_Data for analysis_
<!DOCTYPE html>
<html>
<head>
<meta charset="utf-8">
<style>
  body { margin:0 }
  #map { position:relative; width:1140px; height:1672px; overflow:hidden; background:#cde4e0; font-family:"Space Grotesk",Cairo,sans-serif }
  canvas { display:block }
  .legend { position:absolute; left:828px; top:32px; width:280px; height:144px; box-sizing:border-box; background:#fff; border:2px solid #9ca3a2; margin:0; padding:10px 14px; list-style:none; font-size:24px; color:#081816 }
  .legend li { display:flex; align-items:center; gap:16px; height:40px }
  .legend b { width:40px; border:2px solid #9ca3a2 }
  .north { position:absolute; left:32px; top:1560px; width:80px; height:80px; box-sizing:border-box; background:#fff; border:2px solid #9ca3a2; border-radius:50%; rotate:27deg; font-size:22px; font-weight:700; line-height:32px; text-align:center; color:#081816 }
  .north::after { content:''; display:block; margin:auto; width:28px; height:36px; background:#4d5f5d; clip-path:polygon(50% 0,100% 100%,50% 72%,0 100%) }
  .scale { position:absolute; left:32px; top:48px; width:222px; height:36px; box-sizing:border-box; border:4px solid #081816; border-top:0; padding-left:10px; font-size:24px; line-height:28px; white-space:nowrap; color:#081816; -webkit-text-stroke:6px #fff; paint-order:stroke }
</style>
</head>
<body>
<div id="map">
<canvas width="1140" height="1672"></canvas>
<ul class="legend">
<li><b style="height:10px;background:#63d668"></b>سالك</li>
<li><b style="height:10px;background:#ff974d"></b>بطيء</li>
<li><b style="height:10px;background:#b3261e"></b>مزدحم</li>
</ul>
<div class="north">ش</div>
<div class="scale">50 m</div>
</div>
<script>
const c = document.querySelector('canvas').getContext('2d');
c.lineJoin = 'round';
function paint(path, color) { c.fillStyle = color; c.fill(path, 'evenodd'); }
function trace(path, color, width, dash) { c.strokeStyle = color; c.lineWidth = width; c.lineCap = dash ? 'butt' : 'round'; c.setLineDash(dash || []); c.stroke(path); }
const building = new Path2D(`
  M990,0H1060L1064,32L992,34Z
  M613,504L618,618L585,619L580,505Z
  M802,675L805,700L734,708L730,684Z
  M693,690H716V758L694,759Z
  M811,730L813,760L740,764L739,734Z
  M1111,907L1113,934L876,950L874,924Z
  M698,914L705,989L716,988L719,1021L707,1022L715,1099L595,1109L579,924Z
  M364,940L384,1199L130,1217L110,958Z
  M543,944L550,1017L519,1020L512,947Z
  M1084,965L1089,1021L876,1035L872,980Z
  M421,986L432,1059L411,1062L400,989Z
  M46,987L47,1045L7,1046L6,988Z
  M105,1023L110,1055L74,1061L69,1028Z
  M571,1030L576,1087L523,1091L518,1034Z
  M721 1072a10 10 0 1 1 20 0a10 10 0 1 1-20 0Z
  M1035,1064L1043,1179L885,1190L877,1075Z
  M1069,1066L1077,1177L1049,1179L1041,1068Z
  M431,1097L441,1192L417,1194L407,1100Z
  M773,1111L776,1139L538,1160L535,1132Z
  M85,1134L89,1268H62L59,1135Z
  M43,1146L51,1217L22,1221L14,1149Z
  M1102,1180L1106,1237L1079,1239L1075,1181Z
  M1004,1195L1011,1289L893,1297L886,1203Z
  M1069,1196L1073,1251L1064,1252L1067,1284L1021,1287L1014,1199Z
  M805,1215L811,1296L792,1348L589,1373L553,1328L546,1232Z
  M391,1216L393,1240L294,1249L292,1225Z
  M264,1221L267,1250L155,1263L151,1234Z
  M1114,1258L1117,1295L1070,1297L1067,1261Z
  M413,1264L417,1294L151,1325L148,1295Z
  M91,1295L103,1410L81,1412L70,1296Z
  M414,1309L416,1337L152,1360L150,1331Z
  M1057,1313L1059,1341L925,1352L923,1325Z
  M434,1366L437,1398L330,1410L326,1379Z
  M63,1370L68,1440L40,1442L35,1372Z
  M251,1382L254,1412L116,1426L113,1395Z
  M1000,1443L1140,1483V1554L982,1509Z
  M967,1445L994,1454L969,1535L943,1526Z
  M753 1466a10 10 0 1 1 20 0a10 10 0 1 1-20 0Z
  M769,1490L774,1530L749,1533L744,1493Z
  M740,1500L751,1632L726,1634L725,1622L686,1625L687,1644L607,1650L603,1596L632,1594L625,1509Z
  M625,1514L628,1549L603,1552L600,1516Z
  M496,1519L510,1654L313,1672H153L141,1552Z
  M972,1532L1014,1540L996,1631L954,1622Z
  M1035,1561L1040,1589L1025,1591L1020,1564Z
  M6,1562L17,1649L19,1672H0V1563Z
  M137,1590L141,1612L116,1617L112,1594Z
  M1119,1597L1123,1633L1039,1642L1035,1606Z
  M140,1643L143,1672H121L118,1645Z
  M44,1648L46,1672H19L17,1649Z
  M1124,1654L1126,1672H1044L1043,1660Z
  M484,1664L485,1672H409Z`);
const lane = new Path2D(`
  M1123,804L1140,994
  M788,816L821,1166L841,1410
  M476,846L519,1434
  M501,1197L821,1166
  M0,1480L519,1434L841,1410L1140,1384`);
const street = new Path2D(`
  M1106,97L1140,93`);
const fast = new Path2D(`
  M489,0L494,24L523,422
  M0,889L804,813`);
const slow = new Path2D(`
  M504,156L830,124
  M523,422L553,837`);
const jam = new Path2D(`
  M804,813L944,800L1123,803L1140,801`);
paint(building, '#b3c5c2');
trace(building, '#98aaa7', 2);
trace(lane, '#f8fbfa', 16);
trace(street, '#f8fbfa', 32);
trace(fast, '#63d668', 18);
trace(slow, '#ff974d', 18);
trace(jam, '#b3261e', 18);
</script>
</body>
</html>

_The problem_
Print the records above verbatim from their first line to the line containing "display:flex; align-items:center; gap:16px;", both included, and stop there.

_Result of the task_
<!DOCTYPE html>
<html>
<head>
<meta charset="utf-8">
<style>
  body { margin:0 }
  #map { position:relative; width:1140px; height:1672px; overflow:hidden; background:#cde4e0; font-family:"Space Grotesk",Cairo,sans-serif }
  canvas { display:block }
  .legend { position:absolute; left:828px; top:32px; width:280px; height:144px; box-sizing:border-box; background:#fff; border:2px solid #9ca3a2; margin:0; padding:10px 14px; list-style:none; font-size:24px; color:#081816 }
  .legend li { display:flex; align-items:center; gap:16px; height:40px }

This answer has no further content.